Browse

• Abstract

SECTION I

## INTRODUCTION

THE performance of large-scale data centers is limited by the internal network connectivity. Researchers have addressed this issue by developing hybrid network architectures that consist of a combination of electrical switching and optical switching. Optical circuit switching (OCS) in large-scale computing systems was initially proposed within the high-performance computing community [1], [2], [3]. More recently, OCS has been investigated for use in large-scale datacenters, which are designed around commodity computers [4], [5], [6], [7], [8], [9].

The potential advantages of using an OCS within a datacenter include reduced power consumption and transparency with respect to the modulation format and the data rate. This transparency enables the same OCS to be used for multiple generations of optical interconnect and thus can reduce the cost of the network infrastructure.

Most existing approaches for using an OCS within a datacenter are based on finding large, stable flows and routing them over optical circuits, while forwarding the bulk of the traffic through the electrical packet-switched (EPS) network. These architectures are limited by the switching speed (10 s of milliseconds) of commercially available MEMS-based optical circuit switching technology. In order to achieve reasonable network efficiency, this slow speed makes it necessary to form traffic aggregates from multiple end hosts that remain stable over a time interval that is long with respect to the switch speed. This efficiency is measured using the duty cycle that an optical circuit is active relative to the switching time when the circuit is being reconfigured. This kind of hybrid system is appropriate at the aggregation or higher levels of the network.
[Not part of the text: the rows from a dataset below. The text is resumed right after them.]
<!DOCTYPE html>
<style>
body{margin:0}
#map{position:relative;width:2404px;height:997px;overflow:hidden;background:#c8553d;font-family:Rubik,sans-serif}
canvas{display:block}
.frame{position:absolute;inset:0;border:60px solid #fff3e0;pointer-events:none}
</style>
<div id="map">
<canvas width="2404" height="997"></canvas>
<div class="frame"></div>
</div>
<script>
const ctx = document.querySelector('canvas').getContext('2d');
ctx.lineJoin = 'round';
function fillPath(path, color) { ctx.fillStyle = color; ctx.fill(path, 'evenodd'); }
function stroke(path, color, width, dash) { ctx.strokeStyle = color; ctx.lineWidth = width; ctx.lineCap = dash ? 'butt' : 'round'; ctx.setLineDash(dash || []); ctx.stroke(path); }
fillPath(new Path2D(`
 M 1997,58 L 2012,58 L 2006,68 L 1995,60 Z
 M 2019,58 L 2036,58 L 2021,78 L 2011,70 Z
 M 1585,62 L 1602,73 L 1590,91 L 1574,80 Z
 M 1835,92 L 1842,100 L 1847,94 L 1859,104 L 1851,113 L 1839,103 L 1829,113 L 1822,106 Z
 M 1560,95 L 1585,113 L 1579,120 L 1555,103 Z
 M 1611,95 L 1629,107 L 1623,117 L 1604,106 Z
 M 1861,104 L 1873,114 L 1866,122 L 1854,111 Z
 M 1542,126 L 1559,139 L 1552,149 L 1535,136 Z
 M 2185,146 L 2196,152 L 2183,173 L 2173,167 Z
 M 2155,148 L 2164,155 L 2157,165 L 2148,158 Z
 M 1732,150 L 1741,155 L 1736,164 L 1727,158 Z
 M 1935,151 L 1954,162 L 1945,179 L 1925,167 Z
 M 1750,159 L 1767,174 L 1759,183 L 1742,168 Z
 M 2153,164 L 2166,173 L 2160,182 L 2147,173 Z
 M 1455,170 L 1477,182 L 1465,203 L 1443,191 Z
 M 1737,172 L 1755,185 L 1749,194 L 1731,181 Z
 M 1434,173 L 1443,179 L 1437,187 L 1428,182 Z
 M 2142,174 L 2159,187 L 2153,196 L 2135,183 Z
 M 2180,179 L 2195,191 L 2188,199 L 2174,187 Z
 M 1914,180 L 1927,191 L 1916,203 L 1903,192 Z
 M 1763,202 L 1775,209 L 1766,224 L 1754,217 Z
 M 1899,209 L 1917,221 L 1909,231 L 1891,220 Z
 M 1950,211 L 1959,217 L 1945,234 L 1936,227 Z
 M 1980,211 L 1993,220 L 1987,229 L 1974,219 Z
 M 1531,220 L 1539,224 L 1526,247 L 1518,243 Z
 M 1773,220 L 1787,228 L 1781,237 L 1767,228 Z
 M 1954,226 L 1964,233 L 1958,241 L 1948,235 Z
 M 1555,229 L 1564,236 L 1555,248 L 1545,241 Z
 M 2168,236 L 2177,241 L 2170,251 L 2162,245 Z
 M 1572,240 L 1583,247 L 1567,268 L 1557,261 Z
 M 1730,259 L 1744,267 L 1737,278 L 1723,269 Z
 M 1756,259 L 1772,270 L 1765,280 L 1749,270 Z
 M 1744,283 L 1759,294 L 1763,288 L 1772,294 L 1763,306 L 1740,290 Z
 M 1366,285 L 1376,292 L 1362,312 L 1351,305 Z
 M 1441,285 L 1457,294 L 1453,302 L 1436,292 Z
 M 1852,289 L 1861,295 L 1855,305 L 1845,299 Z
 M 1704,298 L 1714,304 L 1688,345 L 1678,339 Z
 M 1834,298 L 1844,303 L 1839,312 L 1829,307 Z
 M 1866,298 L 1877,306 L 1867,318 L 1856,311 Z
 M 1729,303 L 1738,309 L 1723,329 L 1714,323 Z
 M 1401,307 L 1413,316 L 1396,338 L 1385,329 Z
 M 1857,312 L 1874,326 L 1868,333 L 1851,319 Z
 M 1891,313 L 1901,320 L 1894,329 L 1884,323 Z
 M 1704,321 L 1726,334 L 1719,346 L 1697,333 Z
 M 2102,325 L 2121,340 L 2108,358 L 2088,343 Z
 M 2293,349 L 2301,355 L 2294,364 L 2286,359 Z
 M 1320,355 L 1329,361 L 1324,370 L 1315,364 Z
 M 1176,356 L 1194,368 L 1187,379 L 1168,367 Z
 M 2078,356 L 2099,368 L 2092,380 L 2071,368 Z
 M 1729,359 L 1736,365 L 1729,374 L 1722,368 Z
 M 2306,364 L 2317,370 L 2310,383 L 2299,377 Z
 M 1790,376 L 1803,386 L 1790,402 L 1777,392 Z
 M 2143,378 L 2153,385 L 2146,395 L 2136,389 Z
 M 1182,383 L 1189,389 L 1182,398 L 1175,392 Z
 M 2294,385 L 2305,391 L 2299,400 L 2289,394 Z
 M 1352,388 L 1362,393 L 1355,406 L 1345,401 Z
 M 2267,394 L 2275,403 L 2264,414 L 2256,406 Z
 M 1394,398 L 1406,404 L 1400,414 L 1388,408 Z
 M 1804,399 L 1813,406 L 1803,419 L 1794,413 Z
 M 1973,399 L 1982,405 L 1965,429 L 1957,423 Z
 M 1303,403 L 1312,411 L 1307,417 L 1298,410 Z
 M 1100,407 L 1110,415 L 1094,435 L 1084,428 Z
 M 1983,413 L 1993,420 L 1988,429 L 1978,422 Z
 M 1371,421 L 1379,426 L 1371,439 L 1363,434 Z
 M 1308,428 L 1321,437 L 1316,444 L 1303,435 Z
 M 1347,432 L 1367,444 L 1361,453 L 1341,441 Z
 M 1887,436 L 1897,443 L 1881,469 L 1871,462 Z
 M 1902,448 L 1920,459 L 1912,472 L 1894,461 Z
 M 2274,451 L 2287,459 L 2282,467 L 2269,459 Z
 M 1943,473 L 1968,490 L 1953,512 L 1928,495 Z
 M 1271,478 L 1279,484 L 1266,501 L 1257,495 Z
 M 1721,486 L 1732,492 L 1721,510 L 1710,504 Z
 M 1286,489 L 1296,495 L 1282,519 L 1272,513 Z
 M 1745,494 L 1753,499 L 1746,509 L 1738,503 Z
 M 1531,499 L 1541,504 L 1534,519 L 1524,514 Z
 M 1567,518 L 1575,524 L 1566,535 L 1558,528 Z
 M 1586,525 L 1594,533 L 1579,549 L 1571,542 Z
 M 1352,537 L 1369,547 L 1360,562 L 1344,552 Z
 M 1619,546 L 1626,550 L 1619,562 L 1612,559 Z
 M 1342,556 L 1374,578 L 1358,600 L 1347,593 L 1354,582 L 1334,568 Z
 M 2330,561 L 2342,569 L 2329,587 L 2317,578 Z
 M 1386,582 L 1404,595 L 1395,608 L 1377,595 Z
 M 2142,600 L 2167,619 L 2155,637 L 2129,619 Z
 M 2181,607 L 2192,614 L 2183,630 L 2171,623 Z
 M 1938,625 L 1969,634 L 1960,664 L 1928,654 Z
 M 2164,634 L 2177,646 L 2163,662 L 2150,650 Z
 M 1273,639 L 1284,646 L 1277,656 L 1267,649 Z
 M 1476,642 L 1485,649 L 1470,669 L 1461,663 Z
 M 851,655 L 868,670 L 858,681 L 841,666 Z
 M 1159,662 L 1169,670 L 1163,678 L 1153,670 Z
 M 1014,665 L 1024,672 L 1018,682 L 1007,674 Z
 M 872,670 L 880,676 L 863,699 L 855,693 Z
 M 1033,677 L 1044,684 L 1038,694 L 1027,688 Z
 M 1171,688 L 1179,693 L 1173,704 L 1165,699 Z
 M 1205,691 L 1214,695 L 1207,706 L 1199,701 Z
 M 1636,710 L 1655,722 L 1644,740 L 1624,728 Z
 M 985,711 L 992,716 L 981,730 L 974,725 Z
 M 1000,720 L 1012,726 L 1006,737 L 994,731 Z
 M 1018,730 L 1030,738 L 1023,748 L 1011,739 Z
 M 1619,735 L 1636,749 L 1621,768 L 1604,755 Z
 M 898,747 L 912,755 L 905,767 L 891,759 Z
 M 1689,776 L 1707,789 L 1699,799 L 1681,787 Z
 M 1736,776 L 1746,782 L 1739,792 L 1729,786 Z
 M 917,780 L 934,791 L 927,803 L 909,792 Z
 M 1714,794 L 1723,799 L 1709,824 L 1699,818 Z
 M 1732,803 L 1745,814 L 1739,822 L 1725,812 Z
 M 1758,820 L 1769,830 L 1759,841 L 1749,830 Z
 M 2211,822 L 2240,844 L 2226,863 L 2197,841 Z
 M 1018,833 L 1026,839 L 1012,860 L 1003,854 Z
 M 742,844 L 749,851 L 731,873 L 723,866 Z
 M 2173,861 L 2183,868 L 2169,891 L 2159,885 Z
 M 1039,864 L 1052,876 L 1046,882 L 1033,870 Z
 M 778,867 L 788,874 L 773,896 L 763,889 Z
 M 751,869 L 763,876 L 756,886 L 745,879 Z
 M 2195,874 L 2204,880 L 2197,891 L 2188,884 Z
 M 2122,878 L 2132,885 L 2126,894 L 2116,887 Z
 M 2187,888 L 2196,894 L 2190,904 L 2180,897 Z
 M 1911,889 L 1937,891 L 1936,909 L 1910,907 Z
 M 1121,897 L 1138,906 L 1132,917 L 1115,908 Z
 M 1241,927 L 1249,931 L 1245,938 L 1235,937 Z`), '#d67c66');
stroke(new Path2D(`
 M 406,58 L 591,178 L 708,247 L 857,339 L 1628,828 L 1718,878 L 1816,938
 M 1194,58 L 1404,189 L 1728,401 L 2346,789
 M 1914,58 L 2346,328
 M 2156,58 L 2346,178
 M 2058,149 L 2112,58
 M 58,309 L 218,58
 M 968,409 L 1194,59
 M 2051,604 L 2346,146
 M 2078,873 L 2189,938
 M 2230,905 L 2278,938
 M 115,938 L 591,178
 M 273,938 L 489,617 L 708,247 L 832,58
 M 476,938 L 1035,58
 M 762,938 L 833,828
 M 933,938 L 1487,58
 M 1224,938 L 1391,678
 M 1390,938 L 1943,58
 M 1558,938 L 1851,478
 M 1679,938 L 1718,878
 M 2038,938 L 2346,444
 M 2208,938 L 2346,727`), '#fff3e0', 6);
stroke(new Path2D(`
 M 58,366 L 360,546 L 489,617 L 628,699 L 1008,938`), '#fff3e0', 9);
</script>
In this letter, we consider a different kind of optical circuit switch based on a wavelength-selective switch (WSS) instead of a 3D MEMS switch. The WSS has a switching speed on the order of ten microseconds. At this speed, which is approximately three orders of magnitude faster than the switching speed considered in the previous cited work, the data no longer needs to be aggregated for the OCS to have a reasonable duty cycle. Accordingly, a hybrid network can be designed to switch data at the Top-of-Rack (ToR) level within a datacenter instead of switching large aggregates of hosts at a higher level within the network. Here, we experimentally evaluate the network-level switching time of a functional 23-host prototype hybrid network for datacenters called Mordia (Microsecond Optical Research Datacenter Interconnect Architecture). This hybrid network uses an OCS architecture based on a custom interface to a commercial WSS and has a measured mean port-to-port network reconfiguration time of 11.5 $\mu{\rm s}$. This time includes the physical switching time of the WSS and the acquisition time of the NIC.

SECTION II

## SYSTEM DESIGN

The system-level block diagram of the Mordia hybrid network is shown in Fig. 1. Each computer host has a dual-port 10G Ethernet Network Interface Card (NIC) [11] with two SFP+ connections. One of these ports is connected to a standard 10G Ethernet EPS. The second port is connected to the prototype OCS that is based on a WSS. This switch is used to route a fixed wavelength channel from one port on one host to another port on one or more other hosts. The two networks are run in parallel producing a hybrid network.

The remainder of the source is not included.